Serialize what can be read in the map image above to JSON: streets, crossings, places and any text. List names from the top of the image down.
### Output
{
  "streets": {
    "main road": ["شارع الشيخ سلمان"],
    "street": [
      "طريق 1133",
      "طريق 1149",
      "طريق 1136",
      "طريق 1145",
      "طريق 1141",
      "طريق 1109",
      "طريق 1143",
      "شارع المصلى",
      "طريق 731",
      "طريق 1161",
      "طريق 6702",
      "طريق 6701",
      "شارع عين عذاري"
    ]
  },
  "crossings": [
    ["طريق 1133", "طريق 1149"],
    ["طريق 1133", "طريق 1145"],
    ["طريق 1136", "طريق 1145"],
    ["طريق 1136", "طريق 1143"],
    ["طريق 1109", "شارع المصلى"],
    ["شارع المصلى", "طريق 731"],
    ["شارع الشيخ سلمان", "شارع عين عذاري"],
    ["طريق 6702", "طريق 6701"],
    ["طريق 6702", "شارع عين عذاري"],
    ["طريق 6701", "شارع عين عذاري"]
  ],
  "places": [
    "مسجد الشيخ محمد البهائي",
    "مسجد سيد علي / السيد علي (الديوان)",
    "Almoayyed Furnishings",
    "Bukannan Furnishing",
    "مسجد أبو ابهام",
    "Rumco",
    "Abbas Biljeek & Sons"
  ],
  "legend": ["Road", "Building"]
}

--

- _Try it_: Nothing should be left out or altered, so reproduce the whole listing.

- _Answer space_:
Serialize what can be read in the map image above to JSON: streets, crossings, places and any text. List names from the top of the image down.
### Output
{
  "streets": {
    "main road": ["شارع الشيخ سلمان"],
    "street": [
      "طريق 1133",
      "طريق 1149",
      "طريق 1136",
      "طريق 1145",
      "طريق 1141",
      "طريق 1109",
      "طريق 1143",
      "شارع المصلى",
      "طريق 731",
      "طريق 1161",
      "طريق 6702",
      "طريق 6701",
      "شارع عين عذاري"
    ]
  },
  "crossings": [
    ["طريق 1133", "طريق 1149"],
    ["طريق 1133", "طريق 1145"],
    ["طريق 1136", "طريق 1145"],
    ["طريق 1136", "طريق 1143"],
    ["طريق 1109", "شارع المصلى"],
    ["شارع المصلى", "طريق 731"],
    ["شارع الشيخ سلمان", "شارع عين عذاري"],
    ["طريق 6702", "طريق 6701"],
    ["طريق 6702", "شارع عين عذاري"],
    ["طريق 6701", "شارع عين عذاري"]
  ],
  "places": [
    "مسجد الشيخ محمد البهائي",
    "مسجد سيد علي / السيد علي (الديوان)",
    "Almoayyed Furnishings",
    "Bukannan Furnishing",
    "مسجد أبو ابهام",
    "Rumco",
    "Abbas Biljeek & Sons"
  ],
  "legend": ["Road", "Building"]
}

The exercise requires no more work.